**DIRECTIONS**
I would like every line of the records below that contains the word "white" copied.

**SUPPLIED DATA**
.....
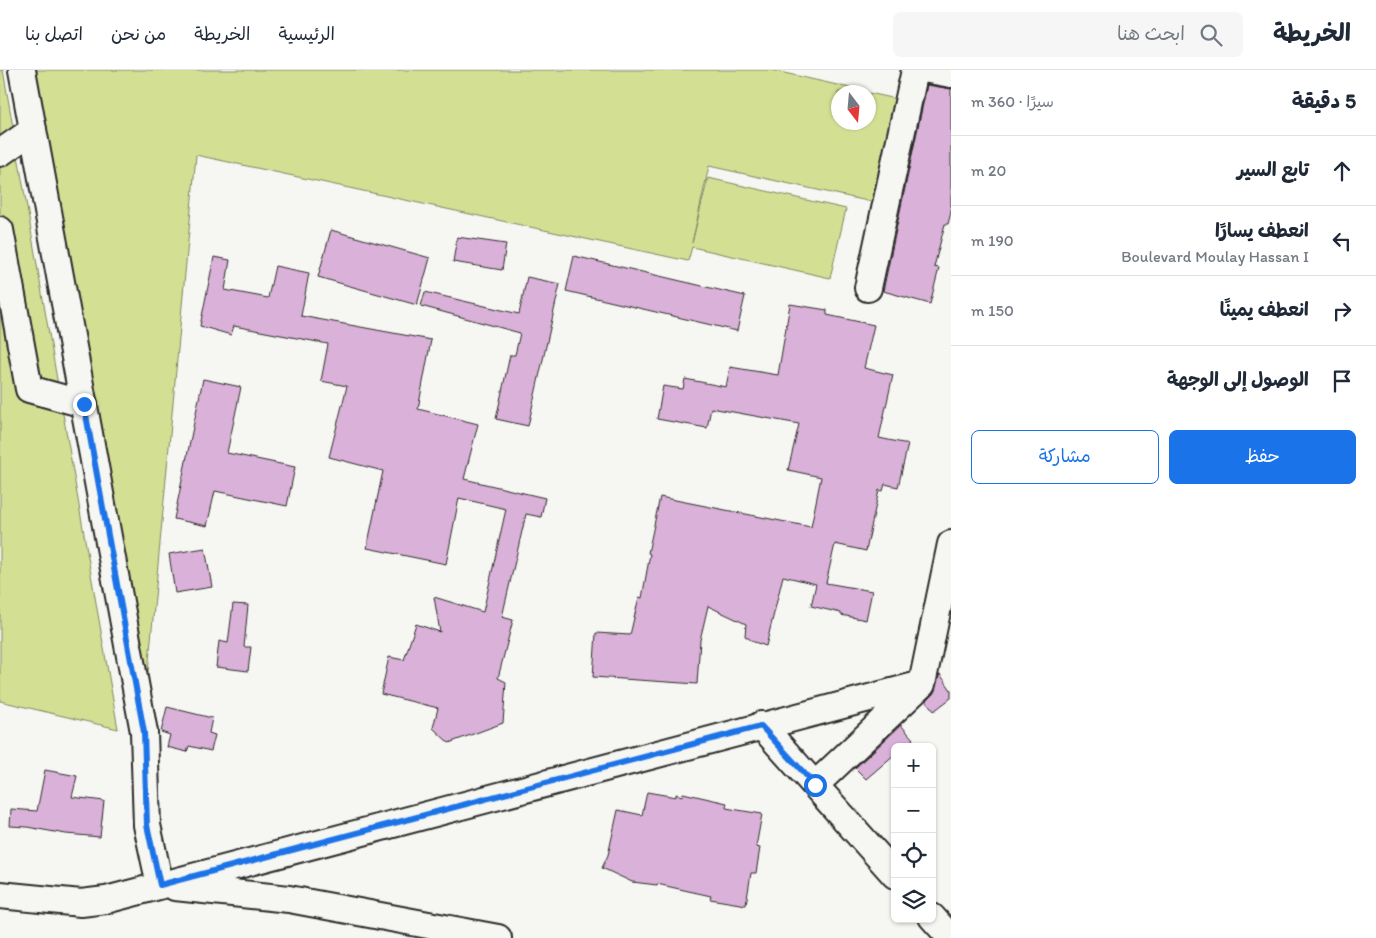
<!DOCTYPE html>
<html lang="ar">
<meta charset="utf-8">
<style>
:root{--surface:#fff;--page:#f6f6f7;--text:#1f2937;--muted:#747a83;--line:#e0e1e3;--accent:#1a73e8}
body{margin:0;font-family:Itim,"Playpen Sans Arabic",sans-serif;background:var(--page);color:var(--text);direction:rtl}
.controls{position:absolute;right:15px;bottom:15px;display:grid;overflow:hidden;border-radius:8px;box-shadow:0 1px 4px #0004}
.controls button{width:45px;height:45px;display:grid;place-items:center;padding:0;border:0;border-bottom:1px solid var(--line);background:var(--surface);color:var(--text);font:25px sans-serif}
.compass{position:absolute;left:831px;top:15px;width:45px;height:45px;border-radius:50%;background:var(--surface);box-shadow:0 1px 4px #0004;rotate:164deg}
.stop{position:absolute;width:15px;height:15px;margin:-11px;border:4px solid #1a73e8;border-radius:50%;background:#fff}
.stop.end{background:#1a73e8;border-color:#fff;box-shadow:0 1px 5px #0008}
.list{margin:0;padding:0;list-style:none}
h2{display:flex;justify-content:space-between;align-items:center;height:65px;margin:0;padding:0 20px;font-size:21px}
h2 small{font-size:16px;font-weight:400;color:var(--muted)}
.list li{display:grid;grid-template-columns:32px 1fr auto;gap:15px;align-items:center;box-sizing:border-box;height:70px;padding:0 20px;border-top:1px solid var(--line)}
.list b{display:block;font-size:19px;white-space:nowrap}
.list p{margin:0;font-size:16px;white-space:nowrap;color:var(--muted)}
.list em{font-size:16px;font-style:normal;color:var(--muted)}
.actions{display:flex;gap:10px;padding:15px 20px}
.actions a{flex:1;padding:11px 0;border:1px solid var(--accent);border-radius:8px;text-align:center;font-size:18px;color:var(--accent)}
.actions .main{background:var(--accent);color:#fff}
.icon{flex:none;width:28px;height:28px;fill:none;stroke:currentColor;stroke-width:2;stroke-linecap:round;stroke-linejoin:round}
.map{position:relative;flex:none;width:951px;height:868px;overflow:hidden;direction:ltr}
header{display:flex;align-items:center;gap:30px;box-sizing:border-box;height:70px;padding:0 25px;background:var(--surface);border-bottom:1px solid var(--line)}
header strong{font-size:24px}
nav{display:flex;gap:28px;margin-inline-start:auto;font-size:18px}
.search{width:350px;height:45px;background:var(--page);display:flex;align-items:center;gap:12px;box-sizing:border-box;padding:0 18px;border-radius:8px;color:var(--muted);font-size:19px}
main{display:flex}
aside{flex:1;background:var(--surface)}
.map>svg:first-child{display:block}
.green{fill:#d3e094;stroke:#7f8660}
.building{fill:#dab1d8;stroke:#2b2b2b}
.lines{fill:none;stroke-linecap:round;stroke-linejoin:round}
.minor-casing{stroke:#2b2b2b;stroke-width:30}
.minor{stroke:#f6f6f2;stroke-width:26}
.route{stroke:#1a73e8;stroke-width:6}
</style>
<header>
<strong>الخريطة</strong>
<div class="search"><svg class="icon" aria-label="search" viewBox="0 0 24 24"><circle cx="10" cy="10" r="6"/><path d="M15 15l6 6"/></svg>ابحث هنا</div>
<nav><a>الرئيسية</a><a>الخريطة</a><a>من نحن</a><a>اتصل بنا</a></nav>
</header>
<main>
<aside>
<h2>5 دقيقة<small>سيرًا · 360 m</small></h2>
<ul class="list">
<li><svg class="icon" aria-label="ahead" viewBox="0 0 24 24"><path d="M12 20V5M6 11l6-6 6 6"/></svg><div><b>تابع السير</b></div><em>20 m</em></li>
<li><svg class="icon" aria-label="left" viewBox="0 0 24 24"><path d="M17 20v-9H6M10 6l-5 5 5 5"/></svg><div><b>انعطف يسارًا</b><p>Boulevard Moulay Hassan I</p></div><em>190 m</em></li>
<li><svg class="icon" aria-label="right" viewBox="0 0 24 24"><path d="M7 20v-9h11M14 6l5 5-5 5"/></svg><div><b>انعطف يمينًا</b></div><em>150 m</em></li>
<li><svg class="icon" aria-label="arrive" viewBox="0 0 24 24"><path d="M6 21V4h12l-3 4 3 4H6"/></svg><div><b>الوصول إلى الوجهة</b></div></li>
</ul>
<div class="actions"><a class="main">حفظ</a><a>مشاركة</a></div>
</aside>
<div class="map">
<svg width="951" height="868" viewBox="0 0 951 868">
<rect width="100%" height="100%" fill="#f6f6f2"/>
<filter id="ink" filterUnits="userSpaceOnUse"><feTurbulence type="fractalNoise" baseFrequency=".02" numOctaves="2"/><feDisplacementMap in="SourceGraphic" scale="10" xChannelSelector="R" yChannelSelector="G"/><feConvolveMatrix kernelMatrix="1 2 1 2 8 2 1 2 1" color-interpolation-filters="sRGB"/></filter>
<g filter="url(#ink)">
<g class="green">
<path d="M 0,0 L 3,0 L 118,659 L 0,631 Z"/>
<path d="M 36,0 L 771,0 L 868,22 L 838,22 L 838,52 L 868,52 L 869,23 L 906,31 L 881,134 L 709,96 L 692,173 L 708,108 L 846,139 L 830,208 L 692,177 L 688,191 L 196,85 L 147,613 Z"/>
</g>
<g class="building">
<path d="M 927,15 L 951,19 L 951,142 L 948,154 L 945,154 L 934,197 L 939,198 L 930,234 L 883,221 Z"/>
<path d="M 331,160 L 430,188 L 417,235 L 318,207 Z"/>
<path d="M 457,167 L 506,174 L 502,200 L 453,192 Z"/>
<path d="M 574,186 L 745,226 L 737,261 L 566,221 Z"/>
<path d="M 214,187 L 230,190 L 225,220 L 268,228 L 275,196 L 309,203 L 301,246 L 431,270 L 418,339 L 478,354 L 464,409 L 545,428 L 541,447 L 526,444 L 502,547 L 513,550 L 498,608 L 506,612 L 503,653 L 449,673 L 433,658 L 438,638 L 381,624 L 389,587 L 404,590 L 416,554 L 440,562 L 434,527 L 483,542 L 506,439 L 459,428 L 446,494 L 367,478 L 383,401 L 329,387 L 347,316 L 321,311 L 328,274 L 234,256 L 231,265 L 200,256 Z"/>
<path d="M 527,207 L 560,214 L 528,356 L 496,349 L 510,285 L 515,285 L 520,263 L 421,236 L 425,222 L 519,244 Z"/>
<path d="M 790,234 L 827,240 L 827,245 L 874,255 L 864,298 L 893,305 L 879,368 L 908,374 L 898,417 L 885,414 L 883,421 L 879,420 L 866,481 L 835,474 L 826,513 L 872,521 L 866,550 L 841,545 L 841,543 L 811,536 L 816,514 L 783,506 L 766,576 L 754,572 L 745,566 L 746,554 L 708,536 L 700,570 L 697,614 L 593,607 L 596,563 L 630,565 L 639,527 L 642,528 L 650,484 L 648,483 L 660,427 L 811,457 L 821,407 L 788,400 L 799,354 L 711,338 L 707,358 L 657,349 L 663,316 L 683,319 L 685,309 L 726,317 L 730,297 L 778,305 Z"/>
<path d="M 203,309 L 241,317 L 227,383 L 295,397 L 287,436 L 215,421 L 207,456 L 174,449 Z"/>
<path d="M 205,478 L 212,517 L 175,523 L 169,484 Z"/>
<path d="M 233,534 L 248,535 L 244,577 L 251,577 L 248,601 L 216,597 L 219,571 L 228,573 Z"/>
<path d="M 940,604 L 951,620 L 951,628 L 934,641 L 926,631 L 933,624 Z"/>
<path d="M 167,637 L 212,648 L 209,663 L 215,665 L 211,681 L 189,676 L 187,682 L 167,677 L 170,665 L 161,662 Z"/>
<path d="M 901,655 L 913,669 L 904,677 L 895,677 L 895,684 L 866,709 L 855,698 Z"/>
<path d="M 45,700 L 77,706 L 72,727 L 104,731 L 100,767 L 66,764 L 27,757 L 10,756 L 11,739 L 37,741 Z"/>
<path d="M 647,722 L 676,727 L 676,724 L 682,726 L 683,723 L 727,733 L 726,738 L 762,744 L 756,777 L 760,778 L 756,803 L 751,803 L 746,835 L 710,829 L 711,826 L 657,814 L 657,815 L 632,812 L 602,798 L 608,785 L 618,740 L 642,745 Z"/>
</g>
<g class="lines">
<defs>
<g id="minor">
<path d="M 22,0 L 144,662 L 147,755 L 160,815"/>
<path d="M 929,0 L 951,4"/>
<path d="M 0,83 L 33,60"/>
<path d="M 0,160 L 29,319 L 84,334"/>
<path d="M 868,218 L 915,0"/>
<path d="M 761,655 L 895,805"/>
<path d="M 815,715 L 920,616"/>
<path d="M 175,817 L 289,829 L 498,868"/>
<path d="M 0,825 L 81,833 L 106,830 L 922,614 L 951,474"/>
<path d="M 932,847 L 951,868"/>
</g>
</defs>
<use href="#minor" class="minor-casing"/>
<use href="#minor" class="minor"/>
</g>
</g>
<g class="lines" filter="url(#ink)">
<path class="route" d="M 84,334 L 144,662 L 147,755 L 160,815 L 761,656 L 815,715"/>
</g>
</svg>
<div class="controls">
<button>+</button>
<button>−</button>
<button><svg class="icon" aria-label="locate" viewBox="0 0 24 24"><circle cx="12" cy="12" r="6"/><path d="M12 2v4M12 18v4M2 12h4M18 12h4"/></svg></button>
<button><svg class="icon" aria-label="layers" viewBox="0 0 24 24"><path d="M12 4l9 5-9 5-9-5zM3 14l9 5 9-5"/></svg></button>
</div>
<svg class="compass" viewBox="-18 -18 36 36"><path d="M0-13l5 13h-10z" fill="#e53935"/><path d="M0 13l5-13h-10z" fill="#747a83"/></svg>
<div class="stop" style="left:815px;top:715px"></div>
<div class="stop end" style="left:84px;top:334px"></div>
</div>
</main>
.....
**EXERCISE ANSWER**
.list b{display:block;font-size:19px;white-space:nowrap}
.list p{margin:0;font-size:16px;white-space:nowrap;color:var(--muted)}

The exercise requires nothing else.